Levée du régime de notification concernant la RD Congo : une décision géopolitiquement motivée

Comme on le sait, le Conseil de sécurité des Nations unies a mis fin au régime de notification [concernant les achats d’armes] auquel la République Démocratique du Congo (RDC) était soumise depuis 2008. Cette décision intervient suite à une résolution [2667] présentée par la France au Conseil, il y a deux jours. Pour le régime de Félix Tshisekedi et certains commentateurs, elle est l’aboutissement d’une diplomatie active menée ces derniers mois par la RDC sur la scène internationale. Un tel argument mérite non seulement d’être relativisé, mais il ne résiste pas non plus à l’analyse serrée des faits.

 

Avant d’aller plus loin, il convient de préciser que la RD Congo n’était pas concernée par l’embargo sur les armes depuis 2008. Aussi, le régime de notification ne lui a jamais empêché de se procurer des armes sur le marché de l’armement. La preuve en est que la Fédération de Russie a livré plus de 160 tonnes d’armes et de munitions à la RDC ces dernières années.

 

En fait, le régime de notification concernait davantage les marchands de canons que le gouvernement congolais.
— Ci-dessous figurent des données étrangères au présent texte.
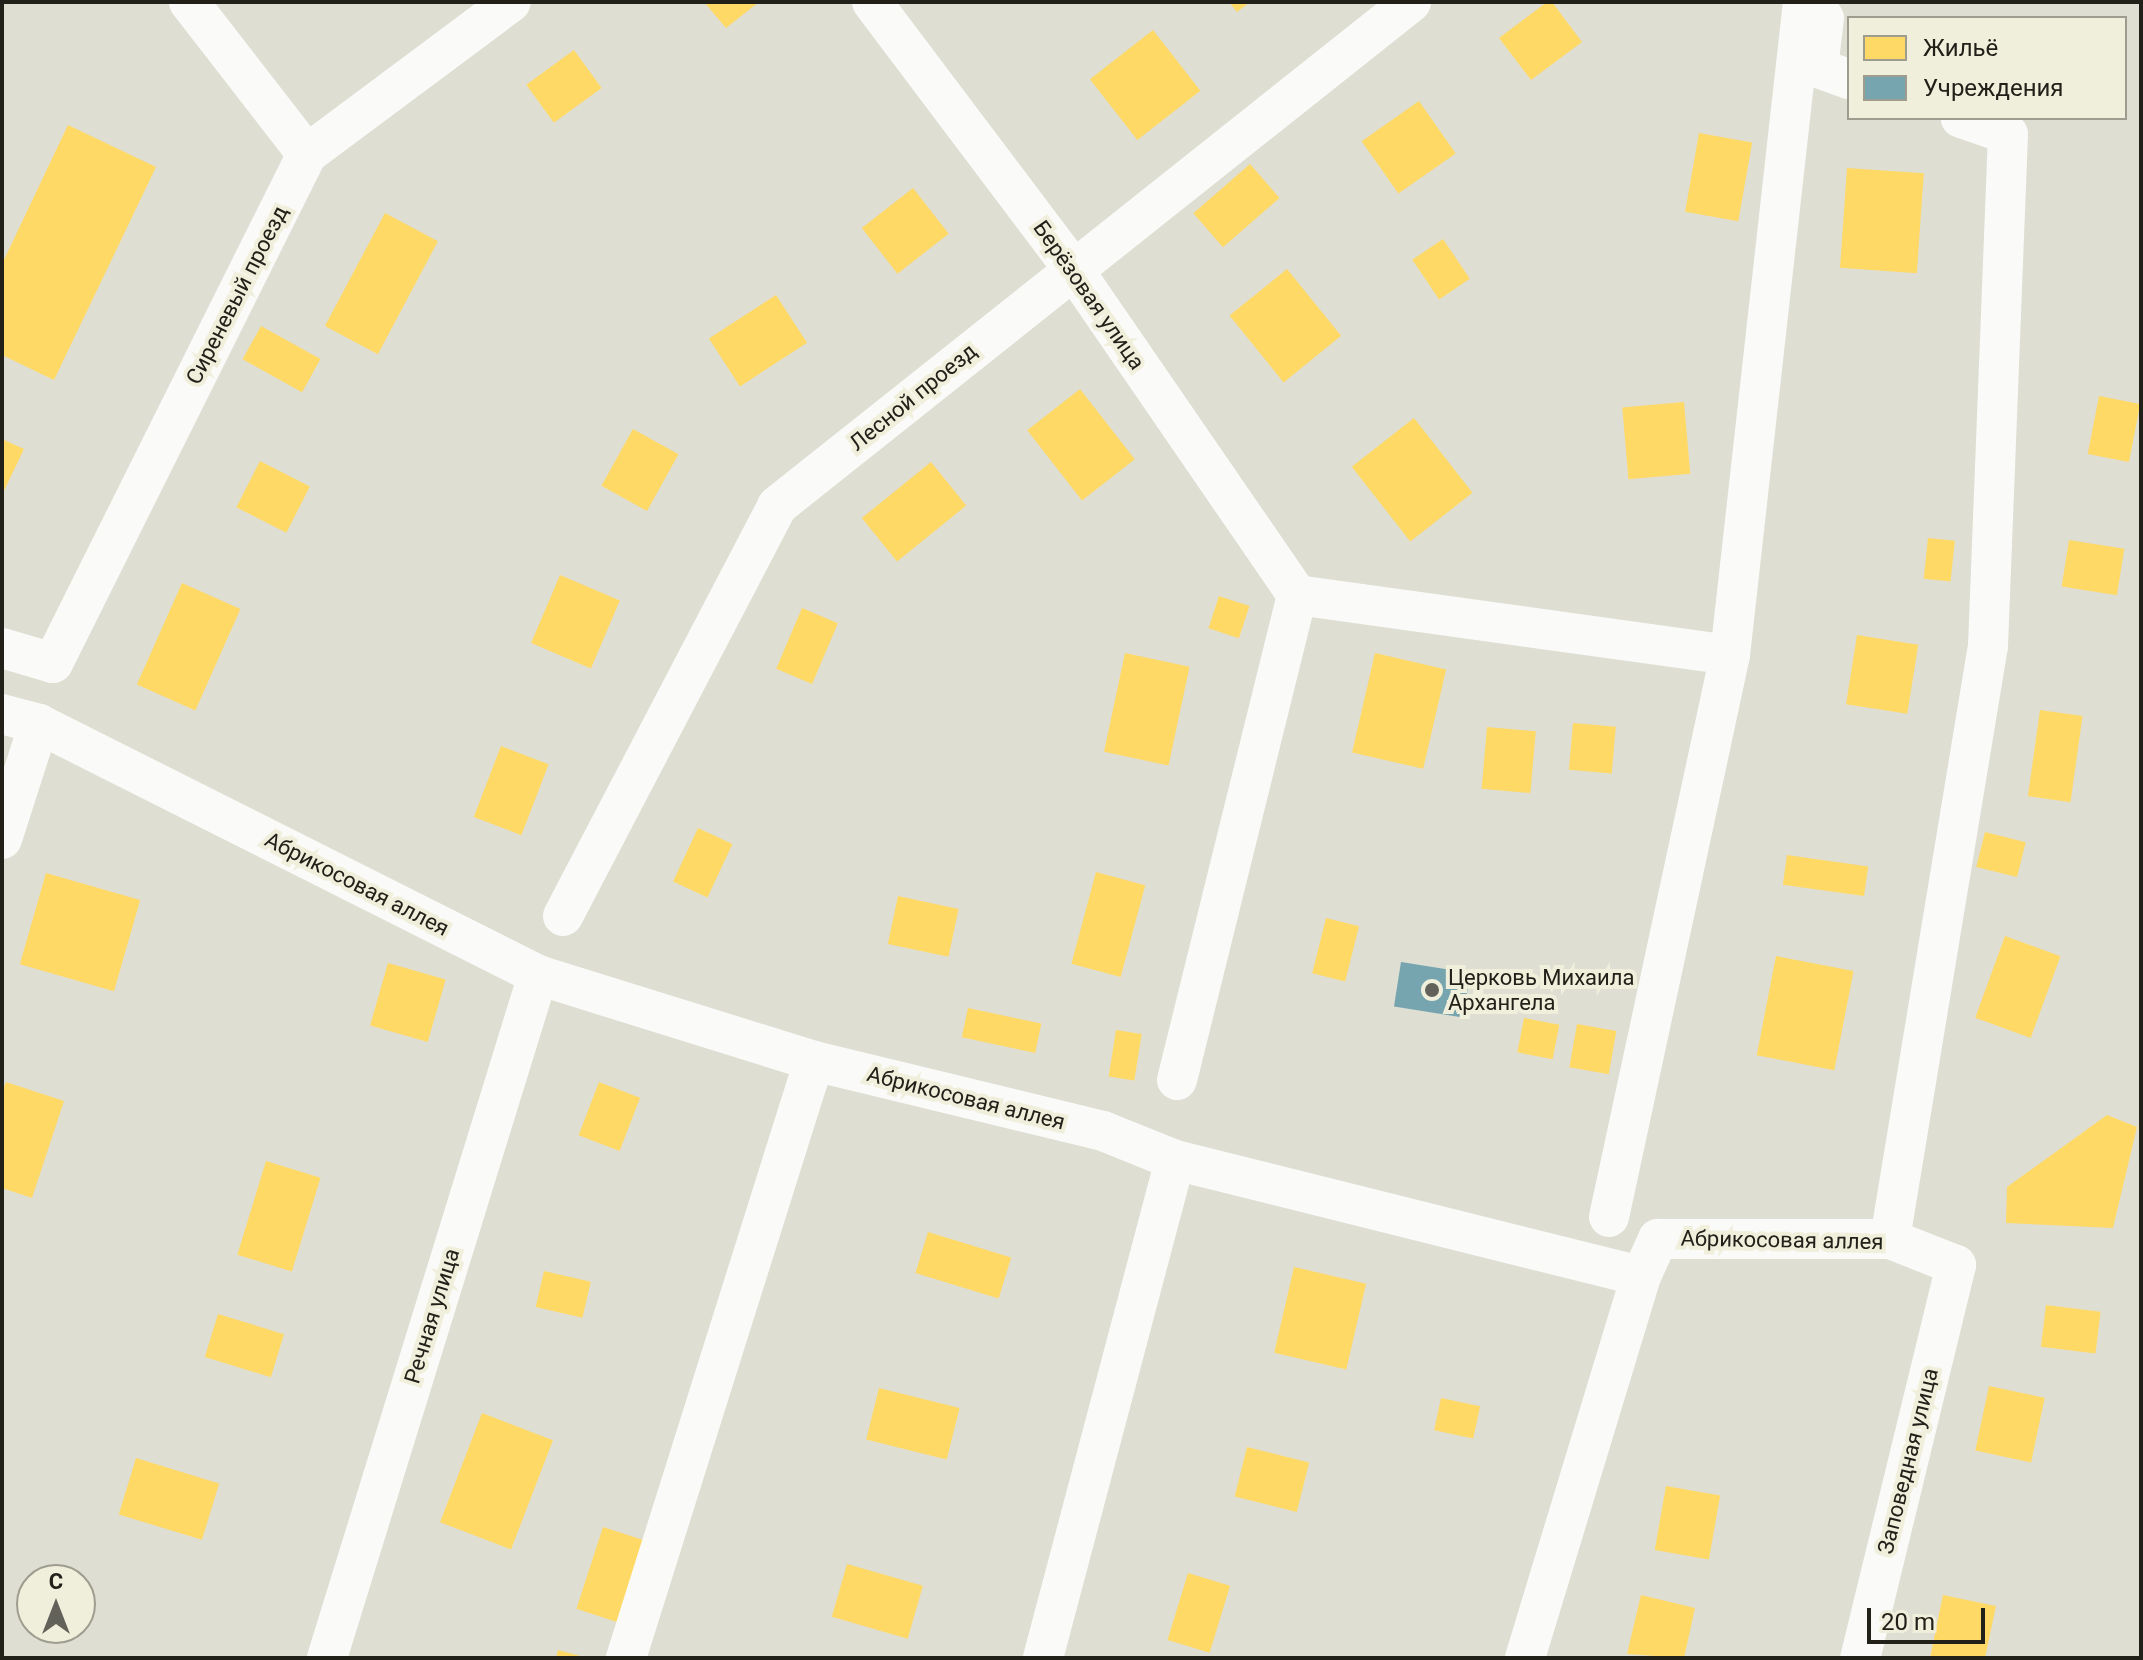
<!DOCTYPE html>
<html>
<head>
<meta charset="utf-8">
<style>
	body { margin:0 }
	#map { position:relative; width:2143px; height:1660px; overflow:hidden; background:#deded3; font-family:Roboto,sans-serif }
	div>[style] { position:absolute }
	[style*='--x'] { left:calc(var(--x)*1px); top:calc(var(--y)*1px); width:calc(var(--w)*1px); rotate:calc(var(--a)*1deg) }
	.homes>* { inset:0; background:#ffd966; transform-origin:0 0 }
	.public>* { inset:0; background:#76a5af; transform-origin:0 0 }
	.minor>* { height:40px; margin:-20px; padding:0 20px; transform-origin:20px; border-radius:20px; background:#fafaf8 }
	.dots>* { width:22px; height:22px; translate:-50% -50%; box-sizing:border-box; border:4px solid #f0efdc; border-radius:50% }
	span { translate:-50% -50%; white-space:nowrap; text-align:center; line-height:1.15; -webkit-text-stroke:8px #f0efdc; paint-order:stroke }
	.street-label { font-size:22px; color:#212019 }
	.poi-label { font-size:22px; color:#212019 }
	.left { translate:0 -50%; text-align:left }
	.frame { position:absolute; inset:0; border:4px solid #212019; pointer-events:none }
	.legend { position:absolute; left:1847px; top:16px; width:280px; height:104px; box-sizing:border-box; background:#f0efdc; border:2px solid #9d9c8e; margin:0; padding:10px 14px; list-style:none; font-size:24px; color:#212019 }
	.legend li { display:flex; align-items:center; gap:16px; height:40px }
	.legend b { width:40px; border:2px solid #9d9c8e }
	.north { position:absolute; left:16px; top:1564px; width:80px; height:80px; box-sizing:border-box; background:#f0efdc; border:2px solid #9d9c8e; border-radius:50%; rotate:0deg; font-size:22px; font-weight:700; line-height:32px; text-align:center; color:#212019 }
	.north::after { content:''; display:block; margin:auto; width:28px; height:36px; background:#63625a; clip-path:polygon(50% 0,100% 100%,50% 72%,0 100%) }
	.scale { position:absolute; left:1867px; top:1608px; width:118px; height:36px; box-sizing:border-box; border:4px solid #212019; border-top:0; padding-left:10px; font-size:24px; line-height:28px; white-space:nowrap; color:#212019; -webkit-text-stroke:6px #f0efdc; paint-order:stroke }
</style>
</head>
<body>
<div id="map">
	<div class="homes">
		<div style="clip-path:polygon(704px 2px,759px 2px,726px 28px)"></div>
		<div style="clip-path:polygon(1229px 2px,1250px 2px,1237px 12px)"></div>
		<div style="clip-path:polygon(1547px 2px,1552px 2px,1582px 42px,1531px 80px,1499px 38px)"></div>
		<div style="left:1153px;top:30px;width:77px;height:80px;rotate:52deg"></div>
		<div style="left:574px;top:50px;width:47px;height:59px;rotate:54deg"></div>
		<div style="left:1419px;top:101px;width:64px;height:70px;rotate:55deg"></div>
		<div style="clip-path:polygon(68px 125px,156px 167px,54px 380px,2px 355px,2px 264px)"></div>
		<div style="left:1699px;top:133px;width:54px;height:80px;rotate:10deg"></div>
		<div style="left:1250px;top:164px;width:45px;height:75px;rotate:49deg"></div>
		<div style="left:1847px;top:168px;width:77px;height:100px;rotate:4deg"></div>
		<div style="left:913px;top:188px;width:58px;height:65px;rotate:52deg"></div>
		<div style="left:385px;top:213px;width:60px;height:128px;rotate:28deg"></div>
		<div style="left:1443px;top:239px;width:48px;height:37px;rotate:56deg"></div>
		<div style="left:1287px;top:269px;width:86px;height:74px;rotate:51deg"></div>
		<div style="left:776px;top:295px;width:57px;height:80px;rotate:57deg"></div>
		<div style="left:261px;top:326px;width:68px;height:38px;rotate:29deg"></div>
		<div style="left:1080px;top:389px;width:89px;height:67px;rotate:52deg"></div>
		<div style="left:2099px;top:396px;width:42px;height:59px;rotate:11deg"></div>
		<div style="left:1684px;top:402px;width:72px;height:62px;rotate:85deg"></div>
		<div style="left:1414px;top:418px;width:95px;height:79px;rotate:52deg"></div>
		<div style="left:633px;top:429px;width:52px;height:65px;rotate:29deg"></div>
		<div style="clip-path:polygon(2px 439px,24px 449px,2px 495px)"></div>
		<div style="left:260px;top:461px;width:56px;height:52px;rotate:27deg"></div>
		<div style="left:931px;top:462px;width:56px;height:89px;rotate:51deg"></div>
		<div style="left:1928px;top:538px;width:27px;height:41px;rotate:6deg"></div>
		<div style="left:2069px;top:540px;width:56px;height:47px;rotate:9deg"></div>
		<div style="left:560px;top:575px;width:65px;height:74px;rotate:23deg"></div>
		<div style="left:182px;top:583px;width:64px;height:111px;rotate:24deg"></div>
		<div style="left:1219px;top:596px;width:32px;height:34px;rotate:18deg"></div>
		<div style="left:802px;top:608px;width:39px;height:66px;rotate:23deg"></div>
		<div style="left:1857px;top:635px;width:62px;height:70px;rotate:9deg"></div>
		<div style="left:1125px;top:653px;width:66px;height:101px;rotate:12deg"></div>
		<div style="left:1375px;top:653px;width:73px;height:102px;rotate:13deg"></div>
		<div style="left:2040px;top:710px;width:43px;height:87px;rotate:8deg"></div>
		<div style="left:1573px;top:723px;width:43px;height:47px;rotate:5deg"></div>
		<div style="left:1487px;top:727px;width:49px;height:62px;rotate:5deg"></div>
		<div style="left:501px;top:746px;width:51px;height:76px;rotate:21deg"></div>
		<div style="left:698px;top:828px;width:38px;height:59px;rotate:25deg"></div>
		<div style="left:1985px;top:832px;width:42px;height:36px;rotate:14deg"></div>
		<div style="left:1787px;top:855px;width:82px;height:30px;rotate:8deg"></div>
		<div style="left:1096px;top:872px;width:51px;height:95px;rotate:15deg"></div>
		<div style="left:46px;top:873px;width:98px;height:95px;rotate:16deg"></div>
		<div style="left:898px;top:896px;width:62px;height:49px;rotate:12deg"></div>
		<div style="left:1326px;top:918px;width:34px;height:57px;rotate:14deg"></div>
		<div style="left:2005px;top:936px;width:59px;height:87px;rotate:20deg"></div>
		<div style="left:1776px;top:956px;width:79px;height:101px;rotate:11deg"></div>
		<div style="left:388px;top:963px;width:60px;height:65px;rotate:16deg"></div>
		<div style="left:968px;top:1008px;width:75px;height:30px;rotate:12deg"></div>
		<div style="left:1524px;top:1018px;width:36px;height:35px;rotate:11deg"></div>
		<div style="left:1577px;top:1024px;width:40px;height:44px;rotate:10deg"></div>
		<div style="left:1116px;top:1030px;width:26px;height:47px;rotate:9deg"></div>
		<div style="clip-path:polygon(6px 1082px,64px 1101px,32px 1198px,2px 1188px,2px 1092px)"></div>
		<div style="left:599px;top:1082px;width:44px;height:57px;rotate:21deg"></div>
		<div style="clip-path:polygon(2107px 1115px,2137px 1127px,2113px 1228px,2006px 1223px,2007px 1187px)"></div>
		<div style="left:266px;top:1161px;width:57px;height:98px;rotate:17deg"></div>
		<div style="left:928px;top:1232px;width:87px;height:43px;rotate:17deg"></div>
		<div style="left:1294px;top:1267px;width:74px;height:88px;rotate:13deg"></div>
		<div style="left:544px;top:1271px;width:48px;height:37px;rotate:13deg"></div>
		<div style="left:2046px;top:1305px;width:55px;height:42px;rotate:7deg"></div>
		<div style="left:218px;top:1314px;width:69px;height:45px;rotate:17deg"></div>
		<div style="left:1989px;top:1386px;width:57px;height:66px;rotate:12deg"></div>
		<div style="left:879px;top:1388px;width:83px;height:53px;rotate:14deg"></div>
		<div style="left:1441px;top:1398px;width:40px;height:33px;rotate:12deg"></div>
		<div style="left:482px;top:1413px;width:76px;height:117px;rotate:21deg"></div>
		<div style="left:1247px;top:1447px;width:64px;height:51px;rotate:14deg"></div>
		<div style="left:136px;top:1458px;width:87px;height:59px;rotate:17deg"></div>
		<div style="left:1666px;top:1486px;width:55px;height:65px;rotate:10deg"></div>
		<div style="left:603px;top:1527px;width:44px;height:86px;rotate:18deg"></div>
		<div style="left:847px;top:1564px;width:79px;height:55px;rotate:16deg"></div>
		<div style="left:1188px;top:1573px;width:44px;height:70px;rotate:17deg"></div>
		<div style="clip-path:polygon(1641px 1595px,1695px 1608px,1684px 1658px,1627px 1654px)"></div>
		<div style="clip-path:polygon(1943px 1595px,1996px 1606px,1985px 1658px,1930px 1658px)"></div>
		<div style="clip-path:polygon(558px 1650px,584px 1657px,583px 1658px,556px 1658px)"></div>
	</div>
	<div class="public">
		<div style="left:1401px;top:962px;width:70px;height:45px;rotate:9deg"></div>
	</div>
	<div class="minor">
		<div style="--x:189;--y:2;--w:192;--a:52.2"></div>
		<div style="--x:872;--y:2;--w:334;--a:53"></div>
		<div style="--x:1073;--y:269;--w:396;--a:55.5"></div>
		<div style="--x:1824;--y:18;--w:50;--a:96.8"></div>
		<div style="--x:1818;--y:68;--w:33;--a:20"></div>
		<div style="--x:2;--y:648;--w:53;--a:16.4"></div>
		<div style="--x:53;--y:663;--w:569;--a:-63.48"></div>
		<div style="--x:307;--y:154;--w:254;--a:-36.7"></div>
		<div style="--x:2;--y:714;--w:38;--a:15"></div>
		<div style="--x:39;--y:724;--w:559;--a:26.7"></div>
		<div style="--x:538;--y:975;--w:289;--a:17.3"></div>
		<div style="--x:814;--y:1061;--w:297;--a:13.6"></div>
		<div style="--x:1103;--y:1131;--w:78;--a:21.9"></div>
		<div style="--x:1175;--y:1160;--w:480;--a:14"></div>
		<div style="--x:1641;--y:1276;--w:41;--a:-65.3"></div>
		<div style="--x:1658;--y:1239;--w:232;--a:0"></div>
		<div style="--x:1890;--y:1239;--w:71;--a:21.5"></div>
		<div style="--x:1956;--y:1265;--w:405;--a:103.7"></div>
		<div style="--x:2;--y:839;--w:121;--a:-72.2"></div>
		<div style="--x:563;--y:916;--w:462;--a:-62.4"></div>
		<div style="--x:777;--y:506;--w:810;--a:-38.48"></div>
		<div style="--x:1177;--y:1080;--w:500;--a:-76.1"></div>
		<div style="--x:1297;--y:595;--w:437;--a:7.9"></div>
		<div style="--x:1609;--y:1217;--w:575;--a:-77.85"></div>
		<div style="--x:1730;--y:655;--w:657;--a:-83.62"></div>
		<div style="--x:1890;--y:1239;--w:601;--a:-80.62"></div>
		<div style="--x:1988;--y:646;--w:512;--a:-87.76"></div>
		<div style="--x:2008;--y:134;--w:50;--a:-161.2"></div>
		<div style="--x:327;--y:1658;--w:715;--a:-72.83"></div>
		<div style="--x:626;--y:1658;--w:626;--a:-72.52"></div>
		<div style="--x:1043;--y:1658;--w:515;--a:-75.15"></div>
		<div style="--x:1525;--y:1658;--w:399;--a:-73.1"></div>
	</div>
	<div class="dots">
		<div style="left:1432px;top:990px;background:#63625a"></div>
	</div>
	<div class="street-label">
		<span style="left:237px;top:295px;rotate:-63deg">Сиреневый проезд</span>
		<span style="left:1089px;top:295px;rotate:55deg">Берёзовая улица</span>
		<span style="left:913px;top:397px;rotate:-39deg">Лесной проезд</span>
		<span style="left:357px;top:884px;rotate:27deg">Абрикосовая аллея</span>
		<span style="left:966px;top:1098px;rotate:14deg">Абрикосовая аллея</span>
		<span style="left:1782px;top:1240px;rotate:1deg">Абрикосовая аллея</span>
		<span style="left:432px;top:1316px;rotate:-73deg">Речная улица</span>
		<span style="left:1908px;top:1461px;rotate:-76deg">Заповедная улица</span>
	</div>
	<div class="poi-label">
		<span class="left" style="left:1448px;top:990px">Церковь Михаила<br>Архангела</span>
	</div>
	<div class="frame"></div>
	<ul class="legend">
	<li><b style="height:22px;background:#ffd966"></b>Жильё</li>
	<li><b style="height:22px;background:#76a5af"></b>Учреждения</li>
	</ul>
	<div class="north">С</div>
	<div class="scale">20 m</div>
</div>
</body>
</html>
Ce sont eux qui avaient la responsabilité d’informer les Nations unies de toute livraison d’armes à destination de la RDC. Au regard de cette réalité, on peut affirmer sans crainte d’être contredit que la décision de supprimer la procédure de notification ne change pas grand-chose pour la RD Congo. En fait, c’est un non évènement.

 

La vraie question est celle de savoir pourquoi le Conseil de sécurité, à l’initiative de la France, a décidé de lever le régime de notification maintenant, alors que l’Hexagone et ses alliés occidentaux (États-Unis et Grande-Bretagne) s’y étaient opposés, il y a de cela six mois, au mois de juin. Pour rappel, Paris avait en effet proposé une résolution prolongeant d’un an le régime de notification au grand dam de la Russie et de la Chine, qui avaient marqué leur opposition en s’abstenant lors du vote au Conseil de sécurité.

 

Qu’est-ce qui explique donc le « revirement » de la France – mais aussi des États-Unis et de la Grande-Bretagne – dans ce dossier ?

 

Deux facteurs sont à prendre en compte pour comprendre cette volte-face : la conjoncture internationale actuelle et le positionnement de certaines grandes puissances dans la région des Grands Lacs. Je pense particulièrement à la Russie, qui ne cesse de faire des yeux doux à la RD Congo. Non seulement elle a critiqué le régime de notification, mais elle s’est montrée particulièrement entreprenante ces dernières semaines dans le dossier du Congo, critiquant le massacre de Kishishe tout en affirmant être prête à soutenir le gouvernement congolais dans plusieurs dossiers.

 

Dans les capitales occidentales, cet activisme subtil de la Russie n’est certainement pas passé inaperçu. La France d’Emmanuel Macron, qui a opéré un rapprochement avec le Rwanda de Paul Kagame au point d’énerver les Congolais, a vite réalisé qu’il était dans son intérêt de prendre les devants dans le dossier de la RDC avant qu’il ne soit trop tard. La sortie de la secrétaire d’État Chrysoula Zacharopoulou, qui a demandé au Rwanda de cesser tout soutien au M23, et la présentation de la résolution 2667 demandant la levée du régime de notification, ne sauraient être décorrélées du « Grand jeu » de grandes puissances dans la région des Grands Lacs.

 

En outre, chacun joue sa partition en fonction de ses intérêts en Afrique en général et en RDC en particulier. Il appartient aux Congolais de ne pas être naïfs. Il faut être vigilant et ne pas se laisser endormir par des circonlocutions diplomatiques vides de sens. La preuve en est que l’on condamne le soutien apporté par le Rwanda au M23 sans sanctionner ce pays. Alors qu’en Ukraine par exemple, on multiplie les sanctions contre la Russie.

 

En fait, on se moque des Congolais. On fait semblant d’agir parce qu’on voit le pays de Vladimir Poutine pointer son nez et non parce qu’on voudrait défendre la RDC face aux agressions répétitives du Rwanda. Pour ceux qui l’ignorent, il existe aujourd’hui une convergence d’intérêts stratégiques et d’affinités non négligeables entre Emmanuel Macron et Paul Kagame. Il y a peu, les généraux rwandais Jean-Bosco Kazura (chef d’état-major) et Vincent Nyakarundi (le patron de la DMI) étaient à Paris sur invitation de l’état-major français. La coopération militaire entre la France et le Rwanda, gelée depuis le génocide de 1994 , a repris en puissance sous Macron. Les relations entre les deux pays se sont tellement renforcées ces dernières années qu’on ne voit pas comment Paris pourrait se détourner de Kigali au nom de la stabilité de la RDC.